Bundestrainer Joachim Löw reagierte am Mittwoch voller Melancholie auf die Corona-Krise, der fünfmalige Meister VfB Stuttgart gibt sich eher stoisch schweigsam. Viel will ein Sprecher des Zweitligazweiten am Telefon nicht sagen – nichts zum Thema mögliche Kurzarbeit, nichts zum von vielen Clubs erhofften Gehaltsverzicht der Profis, nichts zu einer eventuellen Aufstockung der Bundesliga bei einem Saisonabbruch, die den VfB vielleicht wieder in Liga eins hieven könnte. So viel dann aber doch: „Wir können in allem nur auf die Aussagen von DFLGeschäftsführer Christian Seifert am Montag verweisen. Ein Saisonabbruch ist keine Option für uns Clubs, er würde viele in arge Nöte stürzen. Wir sind in einer absoluten Ausnahmesituation, da geht es uns wie jeder anderen Firma auch. Wir haben einen Krisenstab gebildet mit unserem Präsidenten an der Spitze und allen Experten auf ihren Gebieten und versuchen, Lösungen zu finden“, sagt der Sprecher.
Das Gros seiner 250 Mitarbeiter hat der VfB ins Homeoffice geschickt, nur eine Notbesetzung ist vor Ort, trainiert wird seit Samstag auch auf Weisung des Gesundheitsamts gar nicht mehr am Wasen – nicht bei den Jugendlichen
und Junioren im Nachwuchszentrum und auch nicht bei den Profis. Alle Spieler bekamen von ihren Trainern, zu denen ab Sommer auch der künftige Regionalliga-Coach und Ex-Nationalspieler Frank Fahrenhorst gehören wird, individuelle Trainingspläne, mit denen sie sich bis Sonntag zu Hause fit halten werden – respektive bis auf Weiteres. Denn dass es Anfang April tatsächlich weitergehen könnte mit dem großen Fußball, so wie es sich die DFL erträumt, glaubt ja nicht mal die DFL selbst.
Der VfB will bald entscheiden, ob er am Montag wieder als Team trainiert, er müsste dafür eine Ausnahmegenehmigung der Stadt einholen und viele Virus-Auflagen einhalten, Gespräche laufen. Ob Teamsport derzeit Sinn macht, ist die Frage, denn die Bundesliga-Auszeit dürfte laut Insidern noch viele Wochen andauern, so lange vermutlich wie jene im sozialen Leben der Gesellschaft. Und doch klammert sich der Fußball an die Hoffnung Geisterspiele wie an den letzten Strohhalm. Sie würden das Geld bringen, die TV-Einnahmen und damit auch die Sponsorenerträge, die nötig sind, um liquide zu bleiben.
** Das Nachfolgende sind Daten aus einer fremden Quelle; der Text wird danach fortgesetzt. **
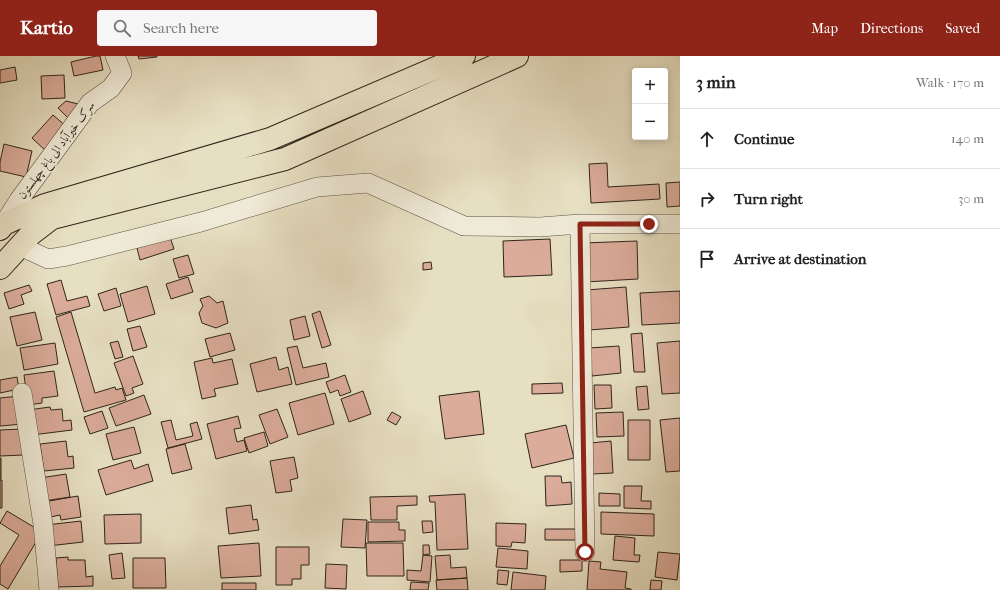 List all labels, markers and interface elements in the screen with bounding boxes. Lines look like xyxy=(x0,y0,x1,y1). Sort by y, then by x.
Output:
search box xyxy=(97,10,377,46)
text: Kartio xyxy=(20,17,73,39)
icon: search xyxy=(111,17,133,39)
text: Search here xyxy=(143,19,219,37)
text: Map xyxy=(811,20,838,37)
text: Directions xyxy=(860,20,923,37)
text: Saved xyxy=(945,20,980,37)
map controls xyxy=(632,68,668,140)
button: + xyxy=(632,68,668,104)
text: 3 min xyxy=(696,72,736,92)
text: Walk · 170 m xyxy=(916,75,984,90)
street label: سرک خیرآباد الی باغ چهلستون xyxy=(14,98,101,204)
button: − xyxy=(632,104,668,140)
icon: ahead xyxy=(696,128,718,150)
text: Continue xyxy=(734,130,794,148)
text: 140 m xyxy=(951,131,984,146)
icon: right xyxy=(696,188,718,210)
text: Turn right xyxy=(734,190,803,208)
text: 30 m xyxy=(958,191,984,206)
route end xyxy=(640,215,658,233)
icon: arrive xyxy=(696,248,718,270)
text: Arrive at destination xyxy=(734,250,866,268)
route start xyxy=(576,543,594,561) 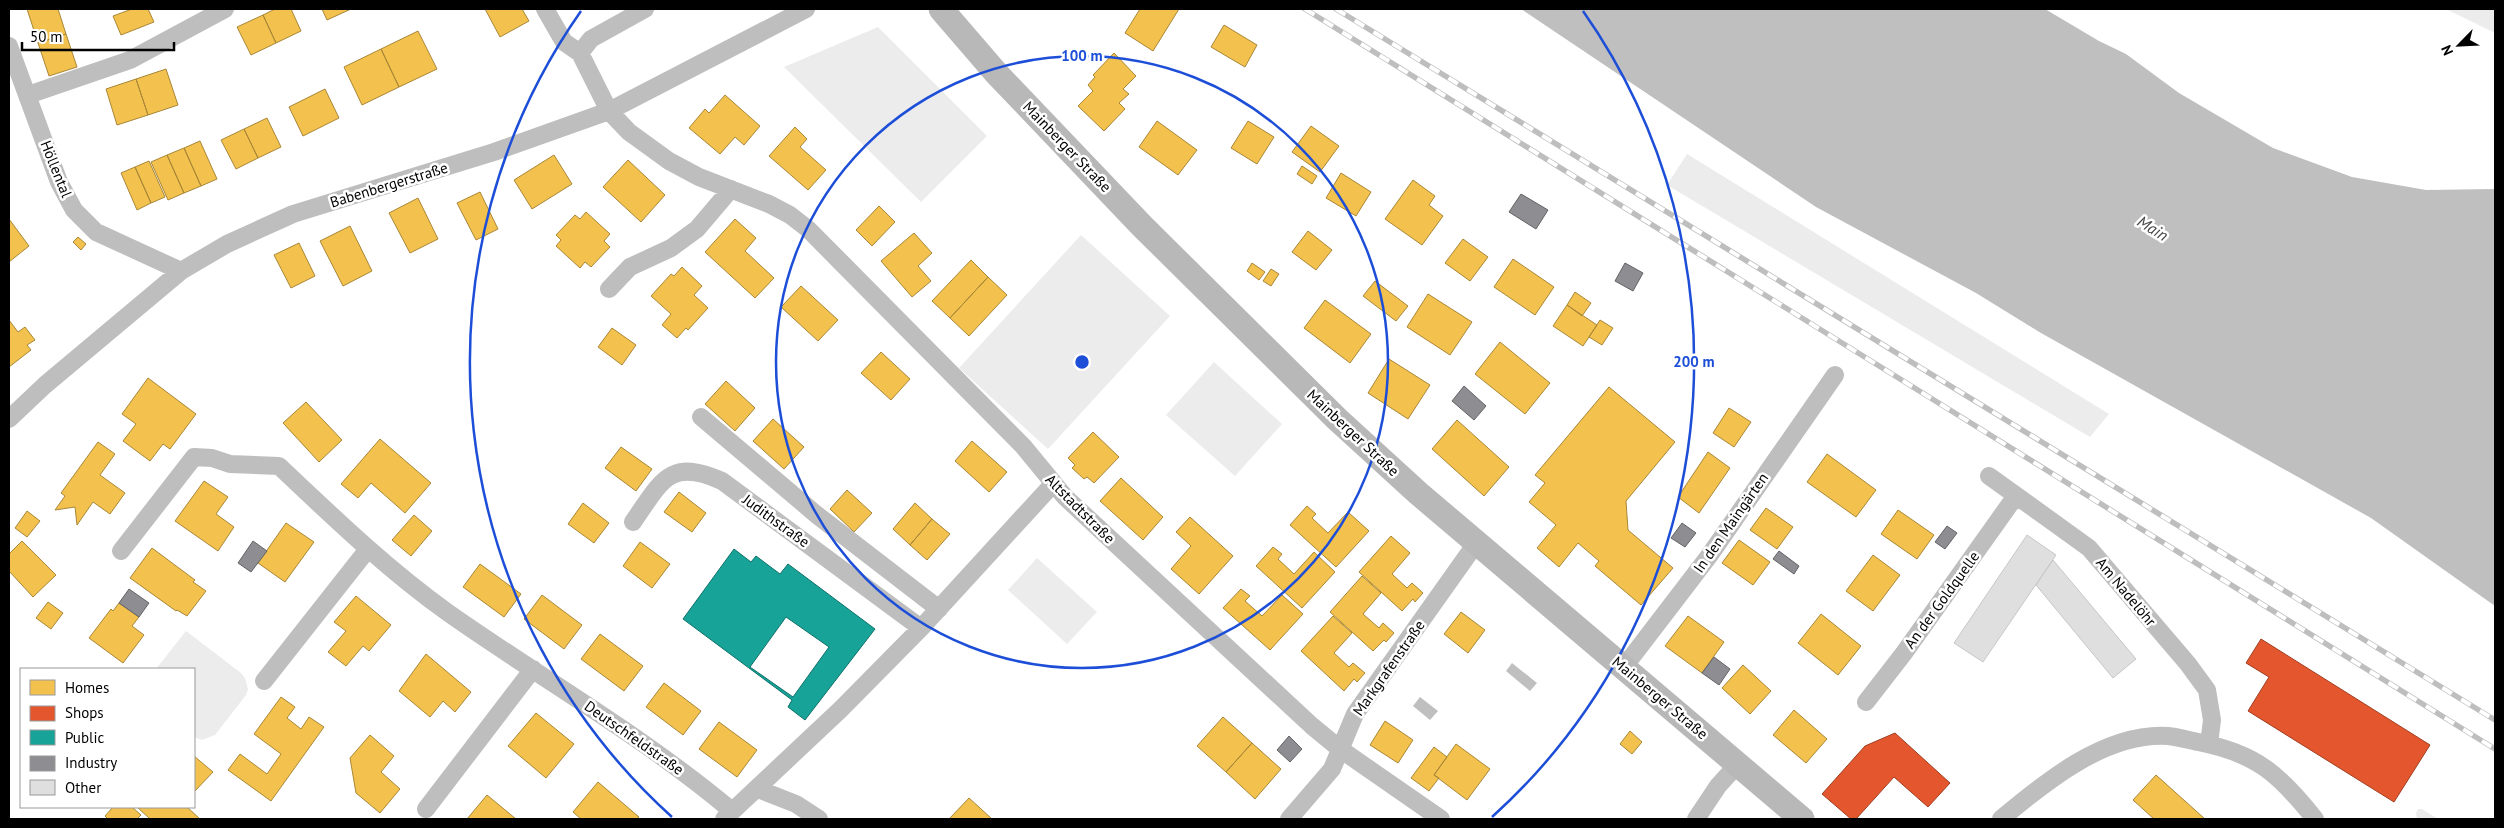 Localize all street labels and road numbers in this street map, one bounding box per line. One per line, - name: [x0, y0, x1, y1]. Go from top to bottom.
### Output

Zwar ist der VfB unter Finanzchef Stefan Heim im Gegensatz zu Aufstiegsrivale Hamburger SV oder Erstligist Schalke trotz zweier Abstiege wirtschaftlich kerngesund, aber auch er würde unter den Einbußen ächzen. Bis zu 20 Millionen Euro würden dem Meister von 2007 schlechtestenfalls bei einem Saisonabbruch neun Runden vor Ende fehlen – sieben durch fehlende TV-Erlöse, maximal je fünf durch ausbleibende Zuschauer- und Sponsorenerträge, 2,3 Millionen, die sich Businesslogeninhaber zurückholen könnten. Im Vorjahr wurde bei einem 154-Millionen-Rekordumsatz ein 11,7-Millionen-Minus verbucht, das allerdings geringer als gedacht und eingeplant war und nach dem Abstieg durch Spielerverkäufe mehr als kompensiert wurde. Und ein Verlust, der alle DFL-Clubs – relativ – ähnlich trifft.
Alle zittern um die Zukunft, nichts ist, wie es war, wobei der VfB daran erinnert, dass es anderen schlechter geht. „Wir sind uns unserer sozialen Verantwortung bewusst und wissen, dass die Gesundheit aller jetzt absolut Vorrang hat“, sagt der Sprecher. Auch Ex-Nationalspieler Holger Badstuber findet das, der 31-Jährige aus Rot an der Rot sagte am Montag: „Mein Respekt gilt in diesen Tagen allen, die helfen, wie Ärzte und Pflegekräfte. Denen sollten wir nun applaudieren. Wir Fußballprofis kommen zurück, wenn die Zeit reif dafür ist.“Weise Worte. Man merkt, dass Badstuber selbst gelitten hat im Leben. Er hat Demut.